# Lease, Re-lease Or Buy



## shaela21 (Aug 16, 2005)

I leased a 2005 Sierra and in 2 months the lease expires. Went in to see the dealership today, and I have 3 options:

Re-lease the truck for 3 years;

Lease a new 2008 4X4 extended cab with Active Fuel Management (any true thoughts on this); or

Buy my truck and finance over the next 5 years.

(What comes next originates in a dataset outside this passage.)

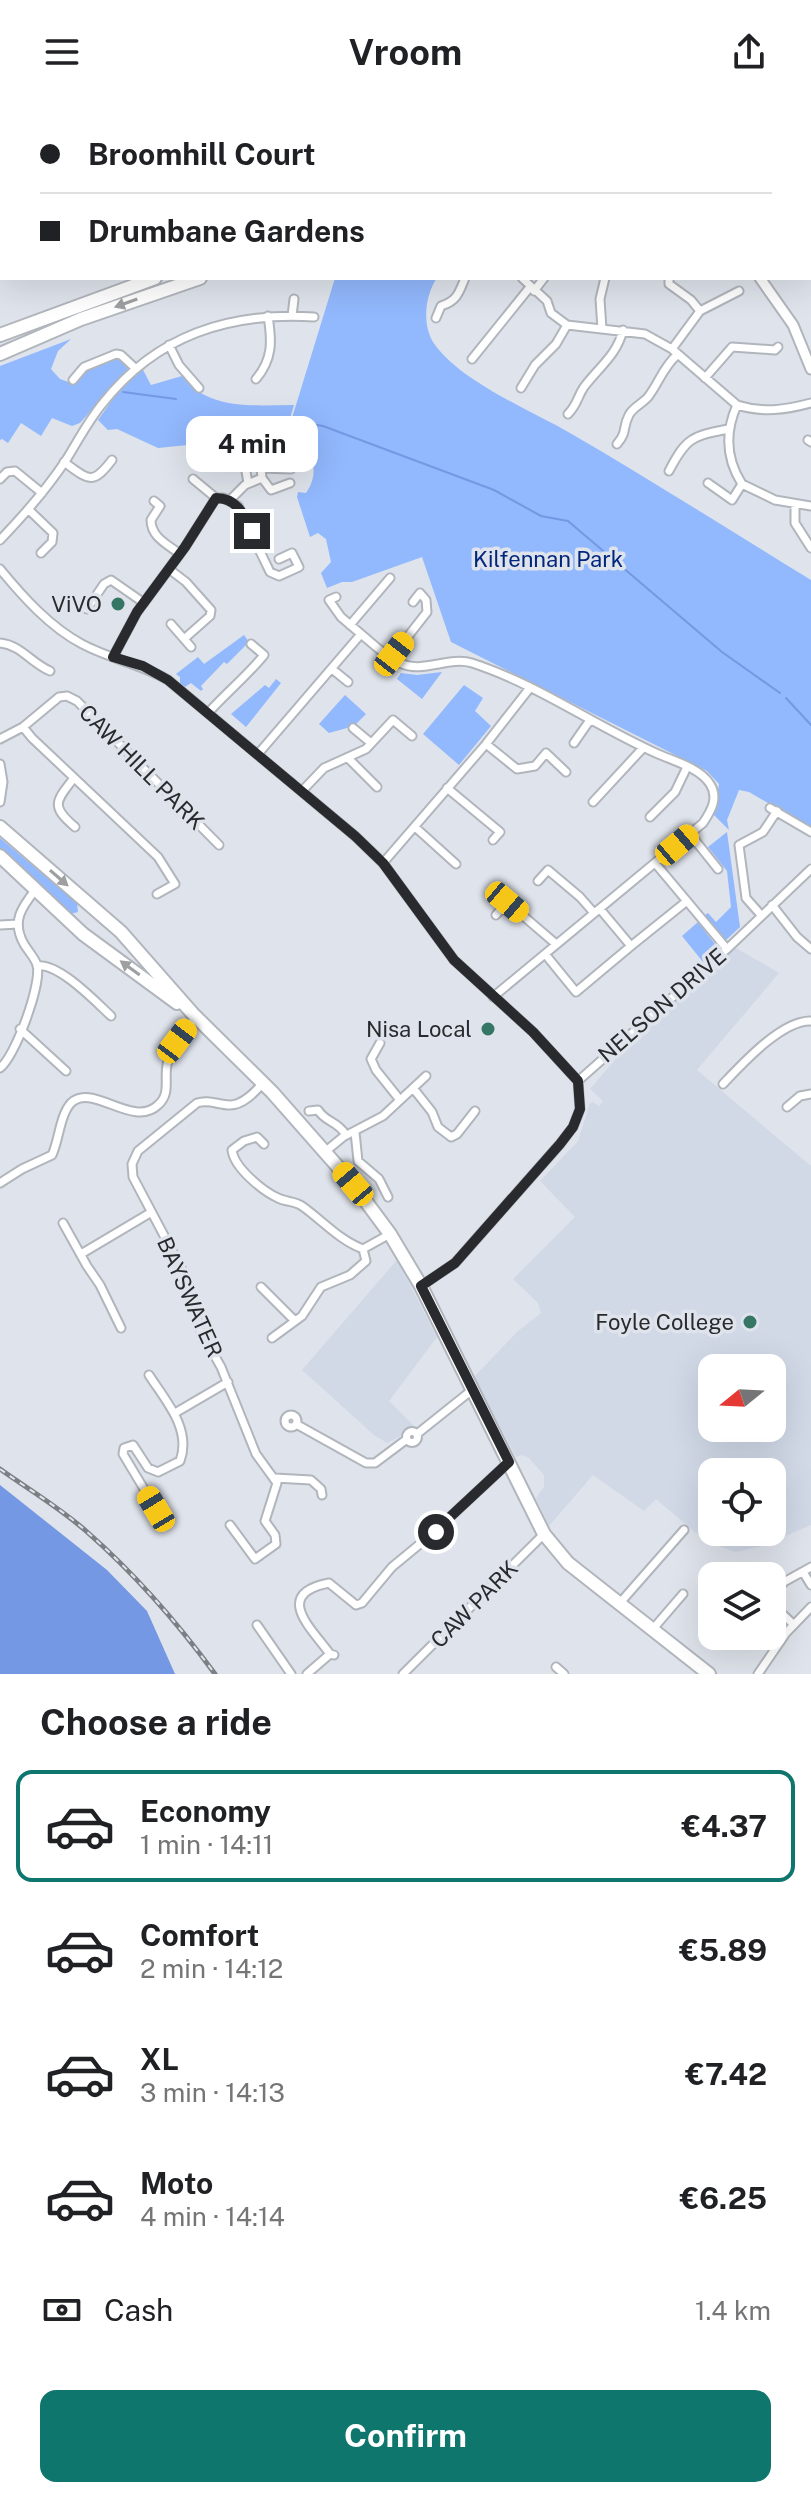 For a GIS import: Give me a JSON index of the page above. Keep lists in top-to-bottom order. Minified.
{"streets":{"street":["CAW HILL PARK","NELSON DRIVE","BAYSWATER","CAW PARK"]},"parks":["Kilfennan Park"],"places":["ViVO","Nisa Local","Foyle College"],"north":"left","page":{"header":"Vroom","banner":["Broomhill Court","Drumbane Gardens"],"bubble":"4 min","heading":"Choose a ride","list":[{"name":"Economy","note":"1 min · 14:11","value":"€4.37"},{"name":"Comfort","note":"2 min · 14:12","value":"€5.89"},{"name":"XL","note":"3 min · 14:13","value":"€7.42"},{"name":"Moto","note":"4 min · 14:14","value":"€6.25"}],"pay":["Cash","1.4 km"],"buttons":"Confirm"}}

All the payments for these options are within $30.00 or each other. The reason I leased in the first place was to determine if this truck was for me, and having a 1/2 ton has been great. New truck = new warranty. Re-lease = a lesser warranty that I have to pay for. Buy truck = 3 year warranty (same as the re-lease warranty) and finish the last 2 years of payments with no warranty. They are telling me that over the next 4 years my current truck will start to cost money (more repairs and maintenance costs), and obviously they feel the new truck is the way to go. Either of these trucks will tow the 21RS, or even a 25 foot Outback comfortably.

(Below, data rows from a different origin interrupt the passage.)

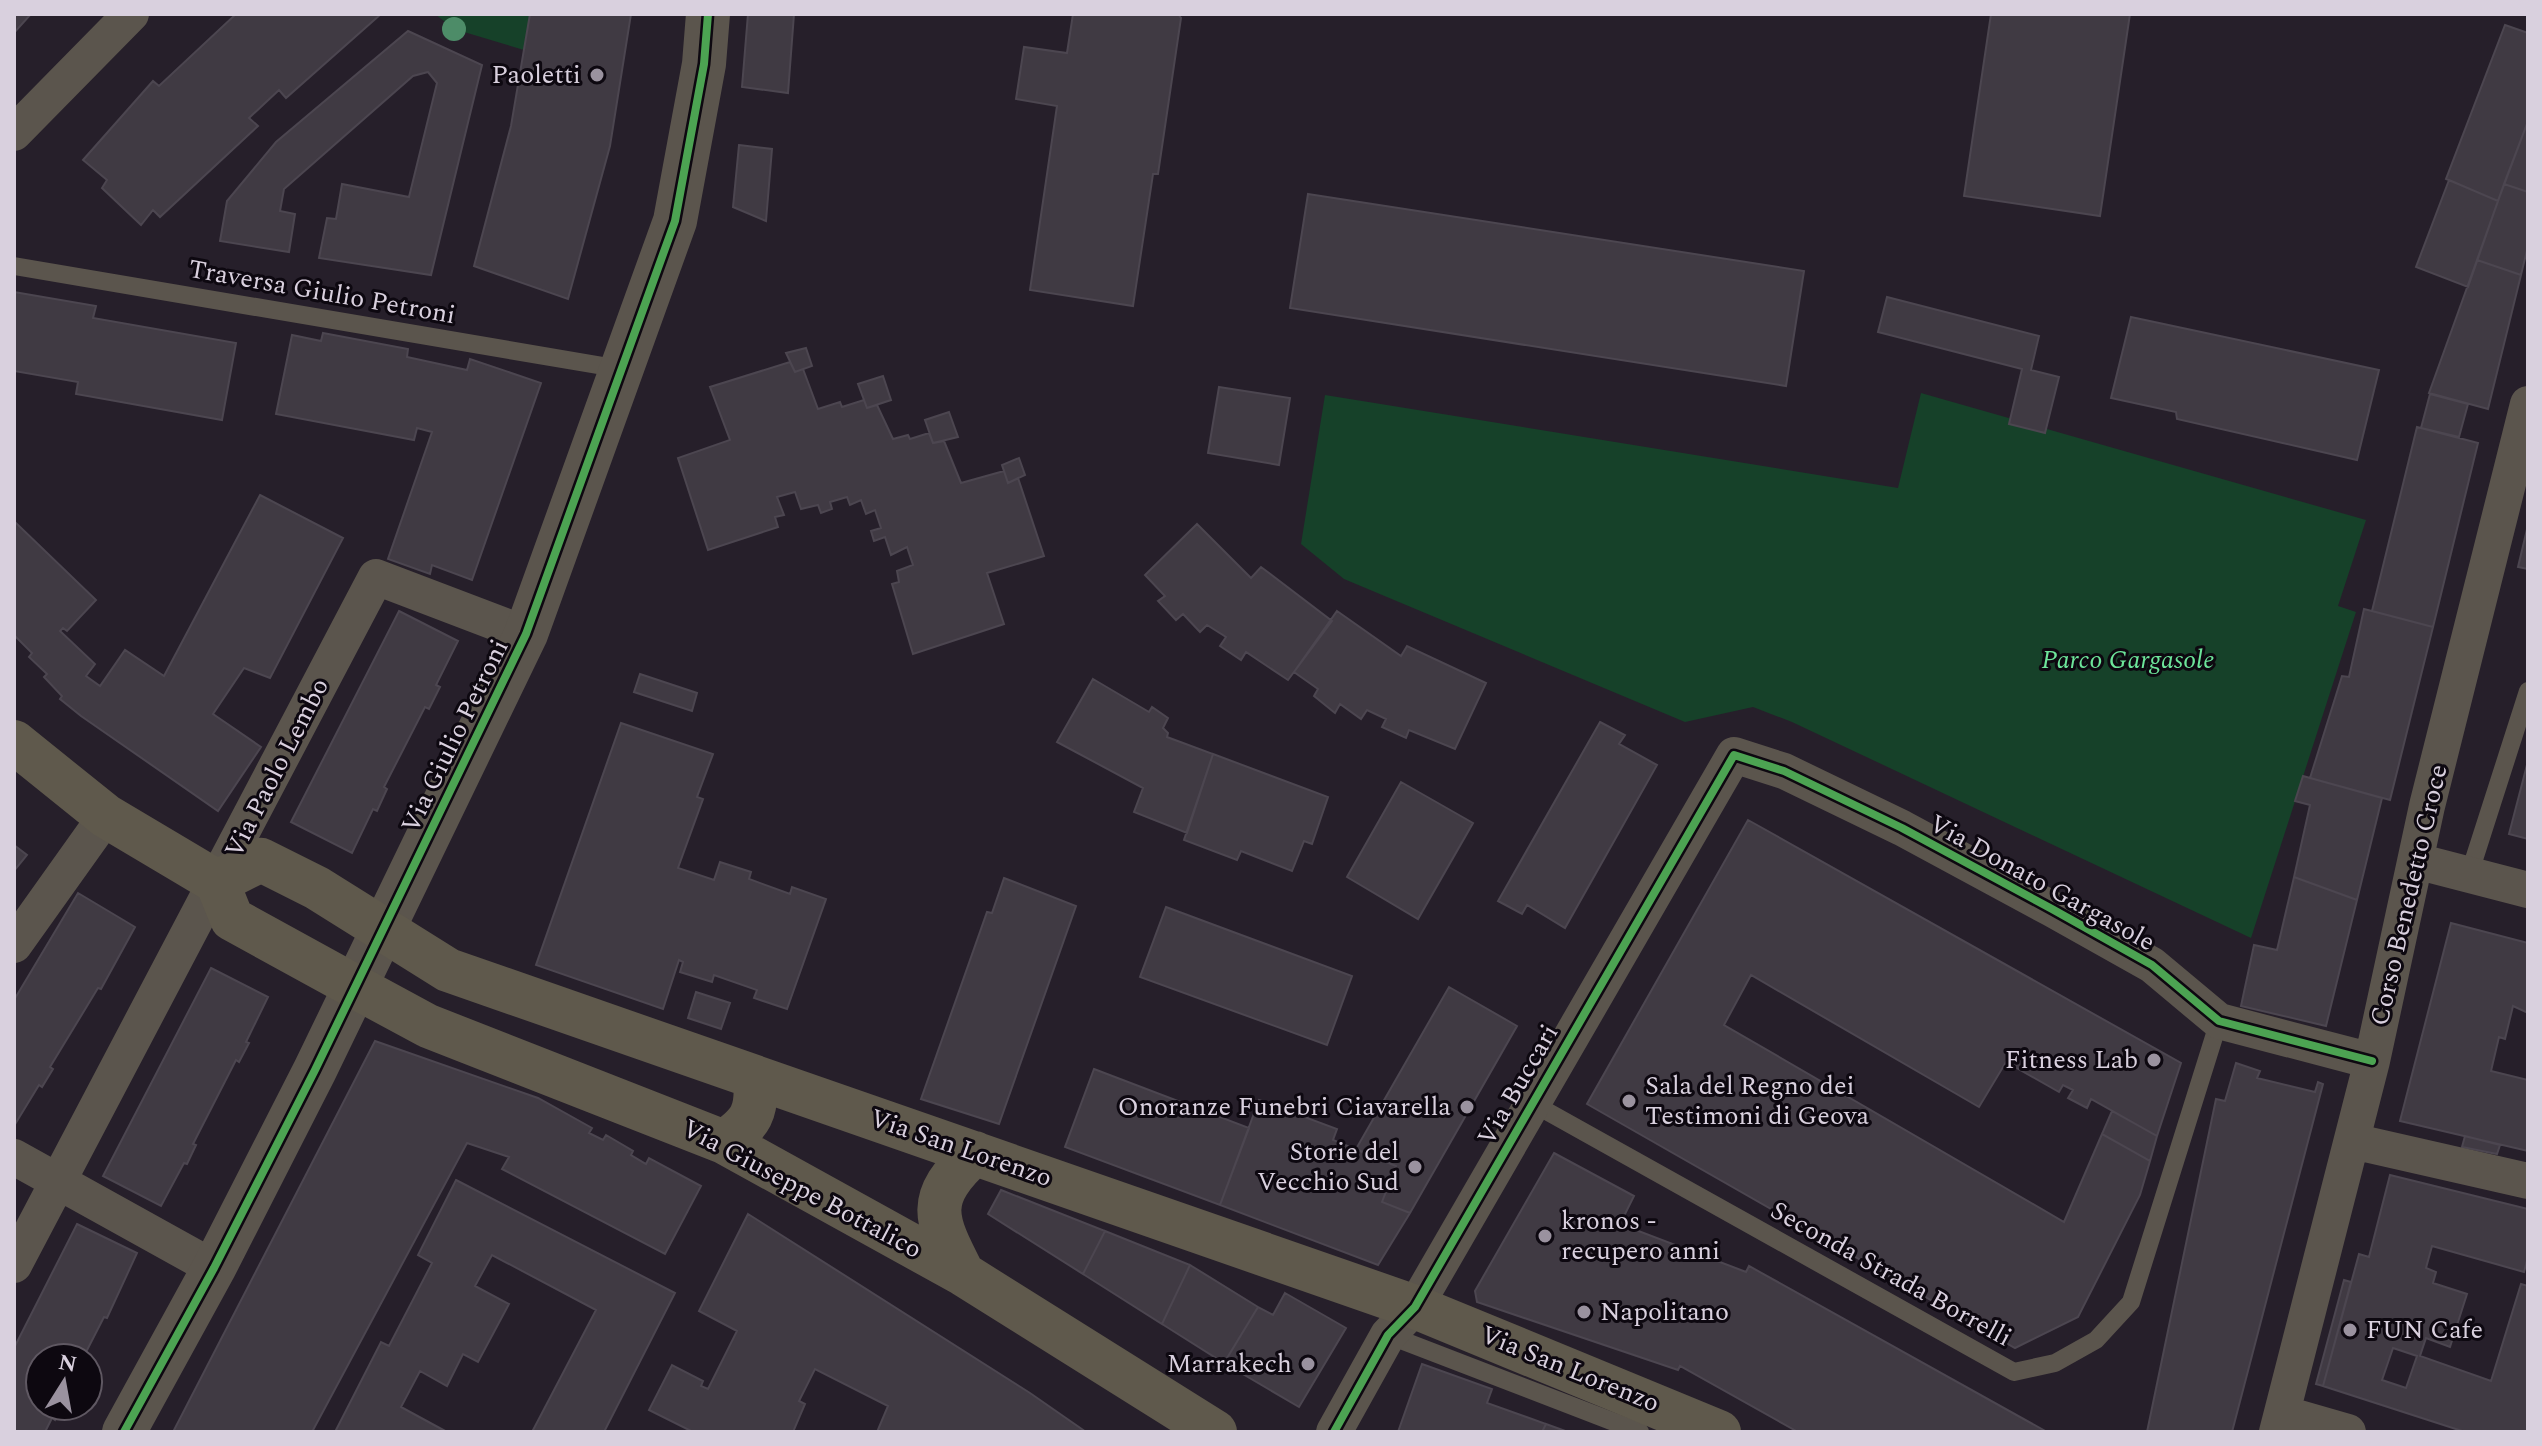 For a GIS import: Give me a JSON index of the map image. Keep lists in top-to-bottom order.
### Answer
{
  "streets": {
    "main road": ["Via Paolo Lembo", "Via San Lorenzo", "Via Giuseppe Bottalico"],
    "street": [
      "Via Giulio Petroni",
      "Via Donato Gargasole",
      "Corso Benedetto Croce",
      "Via Buccari"
    ],
    "lane": ["Traversa Giulio Petroni", "Seconda Strada Borrelli"]
  },
  "crossings": [
    ["Traversa Giulio Petroni", "Via Giulio Petroni"],
    ["Via Giulio Petroni", "Via Paolo Lembo"],
    ["Via Giulio Petroni", "Via San Lorenzo"],
    ["Via Giulio Petroni", "Via Giuseppe Bottalico"],
    ["Via Paolo Lembo", "Via San Lorenzo"],
    ["Via Paolo Lembo", "Via Giuseppe Bottalico"],
    ["Via Donato Gargasole", "Corso Benedetto Croce"],
    ["Via Donato Gargasole", "Via Buccari"],
    ["Via Donato Gargasole", "Seconda Strada Borrelli"],
    ["Via Buccari", "Via San Lorenzo"],
    ["Via Buccari", "Seconda Strada Borrelli"],
    ["Via San Lorenzo", "Via Giuseppe Bottalico"]
  ],
  "parks": ["Parco Gargasole"],
  "places": [
    "Paoletti",
    "Fitness Lab",
    "Sala del Regno dei Testimoni di Geova",
    "Onoranze Funebri Ciavarella",
    "Storie del Vecchio Sud",
    "kronos - recupero anni",
    "Napolitano",
    "FUN Cafe",
    "Marrakech"
  ],
  "north": "top"
}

So my question is this: What would you do this situation? Any advice or thoughts that I should consider? Obviously, I cannot determine if my truck will last the next 20 years with regular maintenance as stuff does go break and requires fixing.

Thanks for the thoughts.


----------



## recon (Jul 15, 2007)

It might be a good idea to look around a bit as many deals are out there right now as demand for SUVs and pickups is low.

Jeff


----------



## Ridgway-Rangers (Apr 18, 2008)

I'm thinking Jeff is right. The new trucks are getting great milage without a load. Throw a trailer on them and you are back where you started. I'm betting you could buy new for close to a lease price.







,
Brian


----------



## California Jim (Dec 11, 2003)

Consider getting out of the lease cycle and buy new. There are very large discounts and incentives available. Even sweeter is when the vehicle is paid off and you keep driving it for several years. The money you save will far outweigh any repairs you may have to pay for.

I've never been a lease fan as they tend to hold you in a permanent cycle of making payments.


----------



## shaela21 (Aug 16, 2005)

I am leaning toward getting out of the lease cycle, but the payments on the new truck are about $300.00 more a month, but I will see if I can work on that.

Thanks.


----------



## daslobo777 (Mar 24, 2007)

My opinion on leasing is good for people who always trade in a vehicle after 2 years or so. They lose value on it and start over with payments anyways so leasing payments are typically cheaper than buying. If you plan on keeping a vehicle then I think you should buy as you come out ahead in the long run even though you put more money out in the front end of the deal. I agree with the others that there are soooo many good deals right now if someone is in the position to buy.
Cristy


----------



## Airboss (Jul 14, 2007)

California Jim said:


> Consider getting out of the lease cycle and buy new. There are very large discounts and incentives available. Even sweeter is when the vehicle is paid off and you keep driving it for several years. The money you save will far outweigh any repairs you may have to pay for.
> 
> I've never been a lease fan as they tend to hold you in a permanent cycle of making payments.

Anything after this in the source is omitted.